Mesajı Okuyun
Old 10-05-2021, 17:28   #3
Av. Erdem Akçay

 
Varsayılan

Boşanmaya bağlı olan maddi-manevi tazminat için faiz başlangıcı, boşanma kararının kesinleştiği tarih olmalıdır.

Ziynet alacağı, miktarı belirlenebilir bir alacaktır. Dolayısıyla belirsiz dava ile talep edilemeyecektir. Bu olayda ziynet alacağı davası ayrılıp, hukuki yarar yokluğundan reddedilmelidir.

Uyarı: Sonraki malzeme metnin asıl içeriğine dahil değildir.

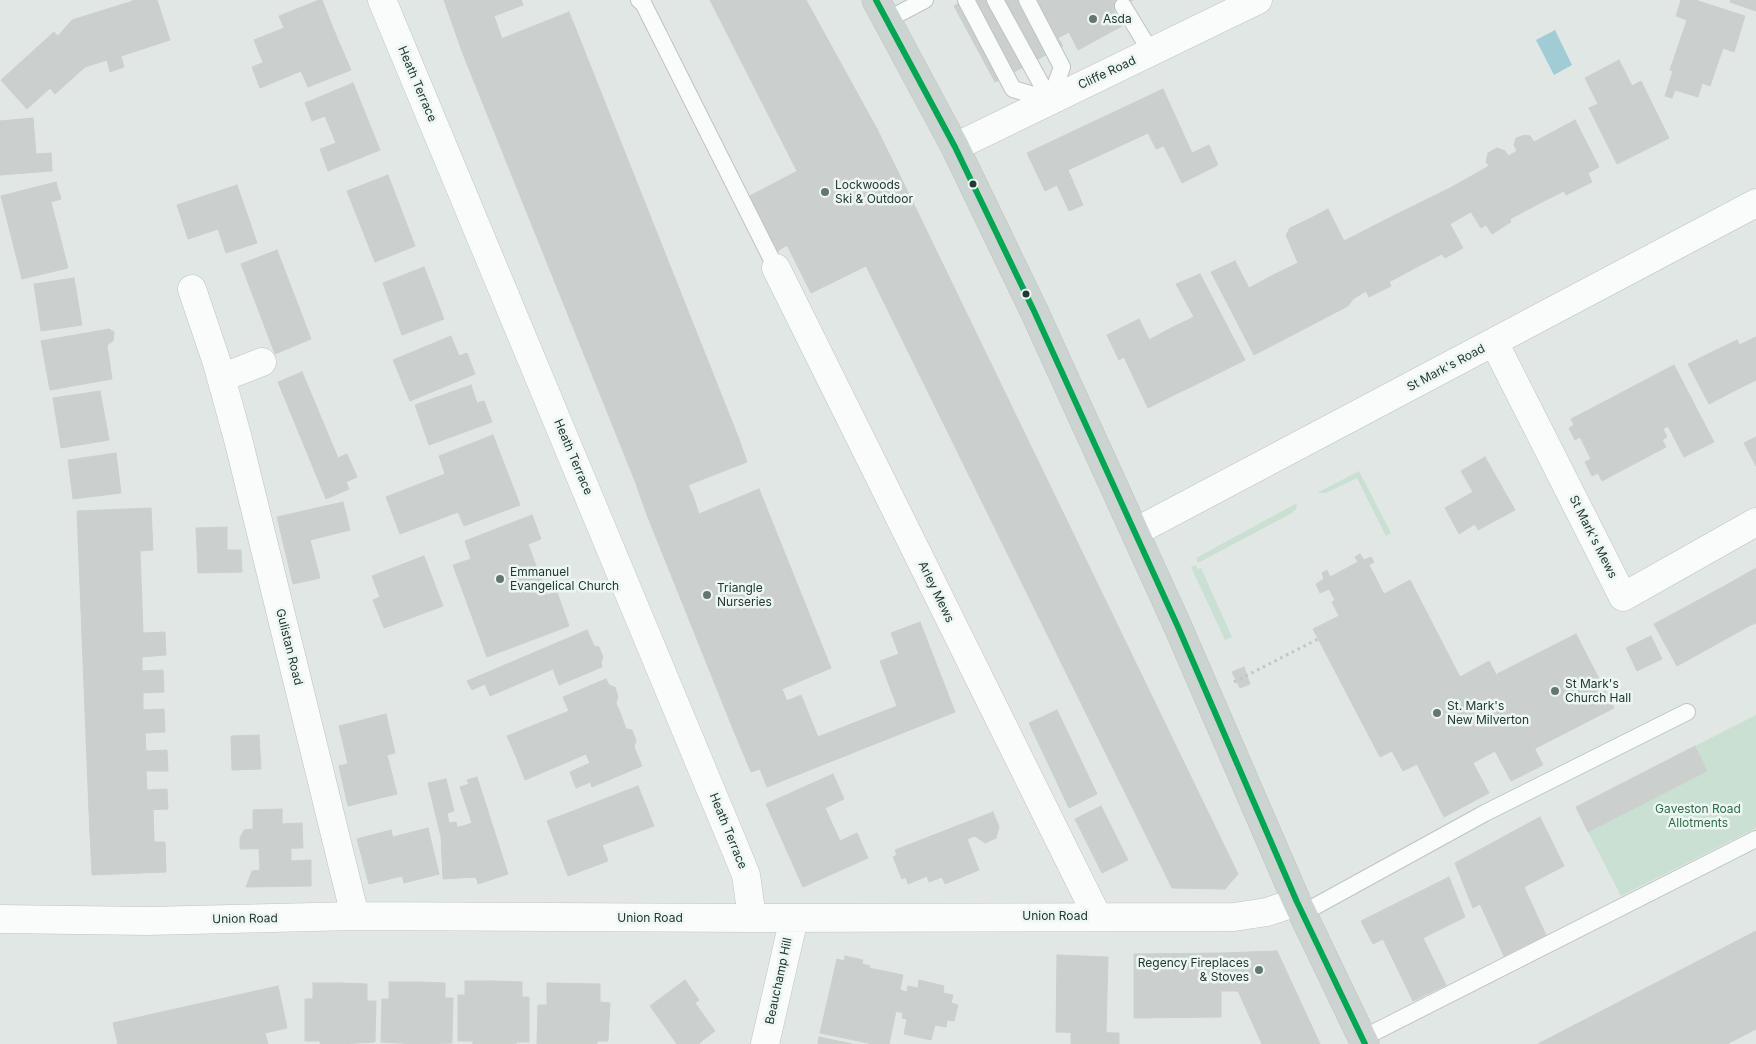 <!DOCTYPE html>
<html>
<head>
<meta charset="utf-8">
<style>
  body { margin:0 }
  canvas { display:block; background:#e1e7e4 }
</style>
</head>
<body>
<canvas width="1756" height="1044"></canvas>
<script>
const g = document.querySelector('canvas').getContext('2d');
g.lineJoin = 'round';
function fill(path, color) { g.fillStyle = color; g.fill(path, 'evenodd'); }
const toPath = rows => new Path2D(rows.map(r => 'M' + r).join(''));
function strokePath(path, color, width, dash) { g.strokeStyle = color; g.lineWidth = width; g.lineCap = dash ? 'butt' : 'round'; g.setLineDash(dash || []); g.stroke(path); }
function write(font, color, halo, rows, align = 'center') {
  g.font = font + ' Inter,sans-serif'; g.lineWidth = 5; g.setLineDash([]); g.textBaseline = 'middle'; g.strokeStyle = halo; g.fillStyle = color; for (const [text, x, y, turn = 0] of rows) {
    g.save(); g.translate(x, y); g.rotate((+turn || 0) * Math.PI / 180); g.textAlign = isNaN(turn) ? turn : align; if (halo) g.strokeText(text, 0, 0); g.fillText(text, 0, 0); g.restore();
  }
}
fill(toPath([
  [1359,471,1391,533,1386,536,1357,478,1326,493,1317,493],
  [1297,503,1296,509,1292,513,1198,563,1196,558],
  [1196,565,1197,569,1201,568,1232,637,1225,640,1191,567],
  [1756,715,1756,828,1621,896,1588,832,1707,771,1695,746]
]), '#c9e0d2');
fill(toPath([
  [1555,30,1572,65,1554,75,1536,40]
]), '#a1ccd6');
const building = toPath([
  [132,0,157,0,170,40,121,56,124,67,110,72,107,60,85,67,58,36,72,20,133,1,132,0],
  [319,0,322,0,335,33,263,62,254,40,284,28,279,16,319,0],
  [444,0,521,0,523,5,494,16,502,39,463,54,444,0],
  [710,0,806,0,877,129,797,171,710,0],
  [964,0,1057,0,1073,30,1058,38,1063,46,995,82,954,6,964,0],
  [1057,0,1108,0,1122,26,1078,50,1069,32,1073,30,1057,0],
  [1108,0,1133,0,1114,11,1108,0],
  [1681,0,1695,0,1745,16,1734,52,1723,48,1710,86,1702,83,1698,97,1675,90,1672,98,1665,96,1673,71,1670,70,1687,20,1676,16,1681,0],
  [1731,0,1756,0,1756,11,1730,2,1731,0],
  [569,12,739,439,635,481,463,54,569,12],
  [54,32,85,67,55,94,50,88,27,109,1,80,54,32],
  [335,33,351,70,308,87,301,71,260,88,252,67,335,33],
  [1619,60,1632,86,1641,81,1669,138,1617,164,1589,108,1598,104,1585,78,1619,60],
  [353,83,380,150,328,171,320,149,336,143,325,116,312,121,305,103,353,83],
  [1163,89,1192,153,1209,145,1218,165,1182,183,1164,146,1156,149,1148,133,1068,170,1083,205,1069,211,1057,185,1045,191,1027,153,1163,89],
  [33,118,36,154,51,153,52,171,0,175,0,121,33,118],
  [1575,120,1599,167,1588,173,1592,182,1566,195,1564,191,1538,204,1512,154,1517,151,1514,145,1516,138,1525,135,1530,136,1534,142,1575,120],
  [877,129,905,186,787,245,775,253,746,198,877,129],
  [1497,148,1505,151,1508,156,1512,154,1538,204,1510,219,1511,222,1492,234,1486,225,1481,228,1471,212,1467,214,1452,187,1489,166,1486,162,1488,153,1497,148],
  [388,175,415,246,375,262,347,191,388,175],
  [56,182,61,199,51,202,68,268,22,279,1,196,56,182],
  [237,185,257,243,226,253,218,229,188,239,177,205,237,185],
  [905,186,1238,874,1225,889,1172,888,866,266,811,293,787,245,905,186],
  [1452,187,1467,214,1450,224,1463,248,1445,258,1442,254,1415,268,1389,218,1452,187],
  [1328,209,1344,241,1389,218,1415,268,1389,282,1391,286,1369,297,1366,291,1353,299,1311,218,1328,209],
  [1311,218,1353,299,1348,306,1302,330,1273,275,1298,263,1286,235,1290,228,1311,218],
  [277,250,311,339,275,354,241,264,277,250],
  [1235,261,1249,288,1273,275,1302,330,1254,355,1211,272,1235,261],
  [424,267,444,319,402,335,383,283,424,267],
  [1200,274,1245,360,1199,383,1171,328,1194,317,1176,284,1200,274],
  [74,278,82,325,41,331,34,284,74,278],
  [1139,319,1176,394,1148,408,1124,357,1119,360,1107,335,1139,319],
  [1171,328,1199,383,1176,394,1149,340,1171,328],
  [109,329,114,332,113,341,107,345,112,379,50,390,41,341,109,329],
  [451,336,459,356,467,353,475,374,410,401,393,360,451,336],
  [1756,337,1756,378,1739,345,1756,337],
  [1737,340,1756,380,1734,391,1714,351,1737,340],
  [1714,351,1734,391,1709,404,1688,364,1714,351],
  [1674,365,1714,442,1684,457,1668,426,1663,429,1667,437,1662,440,1634,386,1674,365],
  [302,372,338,458,347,454,357,477,346,482,349,489,326,499,278,382,302,372],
  [471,385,477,403,484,401,492,422,429,445,415,405,471,385],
  [1634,386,1666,447,1630,466,1598,405,1634,386],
  [100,391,109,440,61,448,53,398,100,391],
  [1598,405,1630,466,1602,481,1598,473,1592,476,1585,462,1591,459,1580,437,1575,440,1569,428,1574,425,1571,419,1598,405],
  [493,435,520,505,464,526,458,512,400,534,386,497,445,474,439,456,493,435],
  [1756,437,1756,466,1744,443,1756,437],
  [739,439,747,462,688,485,693,496,647,515,635,481,739,439],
  [116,453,121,493,73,499,68,460,116,453],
  [1485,457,1515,510,1478,530,1475,524,1459,534,1445,508,1473,492,1461,471,1485,457],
  [759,489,831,668,782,689,787,701,731,724,647,515,693,496,699,514,759,489],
  [343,502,350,530,310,540,320,578,293,584,277,517,343,502],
  [151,508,153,550,140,551,143,633,165,632,166,655,142,657,142,671,163,670,164,692,143,693,143,710,164,709,165,732,145,733,146,751,167,750,168,771,146,771,147,790,167,789,168,809,89,812,77,511,151,508],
  [532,515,541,539,528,544,547,595,557,592,569,626,487,657,453,565,471,559,465,541,532,515],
  [227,527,227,550,241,550,242,572,198,573,196,528,227,527],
  [1360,554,1364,560,1371,557,1374,562,1369,565,1384,594,1410,580,1460,677,1489,661,1543,765,1511,781,1495,751,1473,763,1489,793,1444,817,1417,764,1403,771,1392,751,1380,757,1313,629,1339,616,1332,602,1335,600,1329,589,1320,593,1316,584,1324,579,1322,573,1327,570,1330,577,1358,562,1355,557,1360,554],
  [424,556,443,606,384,628,373,600,380,597,372,576,424,556],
  [1756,568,1756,623,1751,625,1728,584,1756,568],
  [1728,584,1751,625,1715,645,1693,603,1728,584],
  [1693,603,1715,645,1677,666,1654,624,1693,603],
  [920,622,955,712,767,787,760,769,751,772,731,724,801,695,818,737,897,706,880,661,899,654,891,633,920,622],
  [587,630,594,646,599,647,603,657,601,662,602,667,559,685,553,669,490,696,485,684,472,690,467,681,587,630],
  [1576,634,1614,708,1534,749,1497,674,1576,634],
  [1651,636,1662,659,1637,671,1626,648,1651,636],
  [1244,667,1250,684,1240,688,1232,672,1244,667],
  [606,679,609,685,615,687,618,697,616,703,621,715,517,759,507,736,569,711,563,697,606,679],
  [1057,710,1097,794,1069,808,1029,723,1057,710],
  [386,714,395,753,348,764,339,726,386,714],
  [621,715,626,729,632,730,636,741,634,747,642,766,592,787,590,782,576,788,570,772,590,763,586,754,525,780,517,759,621,715],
  [259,735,261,769,232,770,231,736,259,735],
  [1695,746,1707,771,1588,832,1576,807,1695,746],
  [387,755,397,794,348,806,339,766,387,755],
  [833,774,844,799,825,808,840,841,857,833,868,858,803,887,766,804,833,774],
  [477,777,508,874,478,884,463,826,472,823,460,787,469,784,467,780,477,777],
  [446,779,454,811,447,813,449,823,456,822,457,827,463,826,477,877,443,879,441,837,428,783,446,779],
  [638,786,654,826,602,845,608,861,568,876,547,821,638,786],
  [1101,806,1128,860,1102,873,1075,819,1101,806],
  [153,809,154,842,165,842,166,872,92,875,89,812,153,809],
  [282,809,282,824,302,823,303,848,240,849,240,838,244,830,253,829,253,810,282,809],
  [993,812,999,827,996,838,985,843,975,836,967,839,979,870,945,884,942,877,929,882,927,876,908,884,906,877,902,879,893,857,897,855,895,850,993,812],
  [1540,817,1564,866,1524,887,1546,935,1504,956,1480,904,1473,908,1455,863,1540,817],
  [428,828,439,874,404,883,393,837,428,828],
  [391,830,402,876,369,884,357,839,391,830],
  [291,848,291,861,311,860,311,886,246,887,252,871,260,870,259,849,291,848],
  [1449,877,1465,917,1423,938,1446,985,1413,1001,1383,939,1373,944,1361,921,1449,877],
  [1756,931,1756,1029,1727,1044,1538,1044,1756,931],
  [1277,951,1320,1044,1262,1044,1238,991,1221,991,1221,953,1277,951],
  [1221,953,1221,1017,1134,1018,1134,954,1221,953],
  [1057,955,1108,957,1106,1033,1056,1032,1057,955],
  [845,956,863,960,862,964,870,966,869,968,903,975,900,990,907,992,908,986,918,988,919,980,944,986,943,993,953,995,951,1003,958,1005,954,1021,947,1020,946,1027,935,1025,931,1040,904,1034,907,1019,902,1018,903,1013,896,1011,889,1044,873,1044,820,1033,837,959,844,961,845,956],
  [685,980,699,1000,695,1003,715,1031,699,1043,700,1044,677,1044,650,1006,685,980],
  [465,981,495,981,496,1044,473,1044,473,1041,458,1041,458,995,465,995,465,981],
  [495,981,522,982,522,997,529,997,529,1042,516,1042,516,1044,496,1044,495,981],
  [389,982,419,982,418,1044,381,1042,382,999,389,999,389,982],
  [419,982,445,983,445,998,453,998,452,1043,418,1044,419,982],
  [313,983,341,983,340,1044,320,1044,320,1041,305,1041,305,999,313,999,313,983],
  [341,983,367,984,367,1001,376,1001,375,1042,340,1044,341,983],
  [547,983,600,984,600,1002,610,1003,608,1041,597,1041,597,1044,537,1044,538,1005,547,1005,547,983],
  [278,986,287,1028,265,1033,268,1044,118,1044,113,1023,278,986],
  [1071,1032,1119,1033,1119,1044,1071,1044,1071,1032],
  [819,1037,852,1044,818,1044,819,1037]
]);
fill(building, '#cbd0ce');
strokePath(building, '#cad0cd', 1);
const service = toPath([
  [639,0,643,3,776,268],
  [966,0,1013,89,1050,100],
  [995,0,1050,100],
  [1027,0,1062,67,1050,100],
  [1123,6,1151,52],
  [887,20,925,0],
  [1303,913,1485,813,1687,712],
  [1363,1038,1756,839]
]);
const minor = toPath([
  [382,0,735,848,746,875,752,918],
  [955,147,1258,0],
  [776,268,1097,916],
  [192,289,217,363,238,439,355,916],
  [1494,342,1623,597,1756,522],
  [221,378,262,362],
  [1135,532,1756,203],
  [0,919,148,921,355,916,752,918,1234,917,1267,912,1297,902],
  [765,1044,794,918]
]);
const primary = toPath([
  [876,0,955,147,1034,311,1178,627,1297,902,1365,1044]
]);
strokePath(service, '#bec4c1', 18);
strokePath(minor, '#bec4c1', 29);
strokePath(primary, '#bbc3c1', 29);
strokePath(toPath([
  [1234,682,1318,639]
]), '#bec7c5', 3, [2.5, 4]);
strokePath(service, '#fafbfb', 16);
strokePath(minor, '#fafbfb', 28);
strokePath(primary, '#ccd4d2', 28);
strokePath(toPath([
  [876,0,955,147,1034,311,1178,627,1297,902,1365,1044]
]), '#00a651', 6);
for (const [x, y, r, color] of [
  [1093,19,5,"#647672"],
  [973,184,4.5,"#203934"],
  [825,192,5,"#647672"],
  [1026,294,4.5,"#203934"],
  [500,579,5,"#647672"],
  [707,595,5,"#647672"],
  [1555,691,5,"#647672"],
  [1437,713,5,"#647672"],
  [1259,970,5,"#647672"]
]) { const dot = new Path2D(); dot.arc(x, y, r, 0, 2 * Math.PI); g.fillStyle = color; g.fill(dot); strokePath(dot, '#eef6f3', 2); }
write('12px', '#203934', '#eef6f3', [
  ["Asda",1103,19],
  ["Lockwoods",835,185],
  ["Ski & Outdoor",835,199],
  ["Emmanuel",510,572],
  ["Evangelical Church",510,586],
  ["Triangle",717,588],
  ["Nurseries",717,602],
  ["St Mark's",1565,684],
  ["Church Hall",1565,698],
  ["St. Mark's",1447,706],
  ["New Milverton",1447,720],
  ["Regency Fireplaces",1249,963,"right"],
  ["& Stoves",1249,977,"right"]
], 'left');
write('12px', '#203934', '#eef6f3', [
  ["Cliffe Road",1107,73,-25],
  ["Heath Terrace",417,84,67],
  ["St Mark's Road",1446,368,-28],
  ["Heath Terrace",573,457,67],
  ["St Mark's Mews",1593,537,63],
  ["Arley Mews",936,592,64],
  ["Gulistan Road",289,647,76],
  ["Heath Terrace",728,831,68],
  ["Union Road",1055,916],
  ["Union Road",650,918],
  ["Union Road",245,919,-1],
  ["Beauchamp Hill",779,981,-78]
]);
write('12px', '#2a7049', '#eef6f3', [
  ["Gaveston Road",1698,809],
  ["Allotments",1698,823]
]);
</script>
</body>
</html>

Maddi tazminat miktarının her zaman belirsiz ya da her zaman belirlenebilir olduğunu söylemek zor. Olaya bağlı olarak değerlendirmek gereklidir. Dilekçede, belirli olduğu için hesaplanabilir bir zarardan bahsediliyorsa belirlenebilir, aksi halde belirsiz kabul edilmelidir. Ancak maddi tazminat miktarının belirsiz olma ihtimali yüksektir. Zira bu tazminatın içinde, eşin maddi katkısından mahrum kalmak da vardır. Böyle bir katkının ne kadar olacağını hesaplamak ise pek mümkün değil.

Maddi tazminat miktarı belirlenebilir hale geldiğinde HMK 107/2'ye göre ıslaha gerek olmadan miktarı belirleyebilirsiniz. Faiz başlangıcı, boşanma kararının kesinleşme tarihidir. Ziynet alacağı için aynı durum söz konusu değil. Belirsiz dava ile istenmemeliymiş.

Eşlerin ekonomik durumlarını bilemiyorum ancak maddi tazminat için 300.000 TL oldukça yüksek bir talep. Ama boşanma ile beraber istendiğinde harç söz konusu olmadığı için istenirse talep miktarını yüksek bir miktara çıkarmanızın da bir sakıncası yok(Yeter ki yeni açılacak bir boşanma davası bu davadan önce bitmesin. Bu hususta bir tartışma içindeyiz mahkemeyle).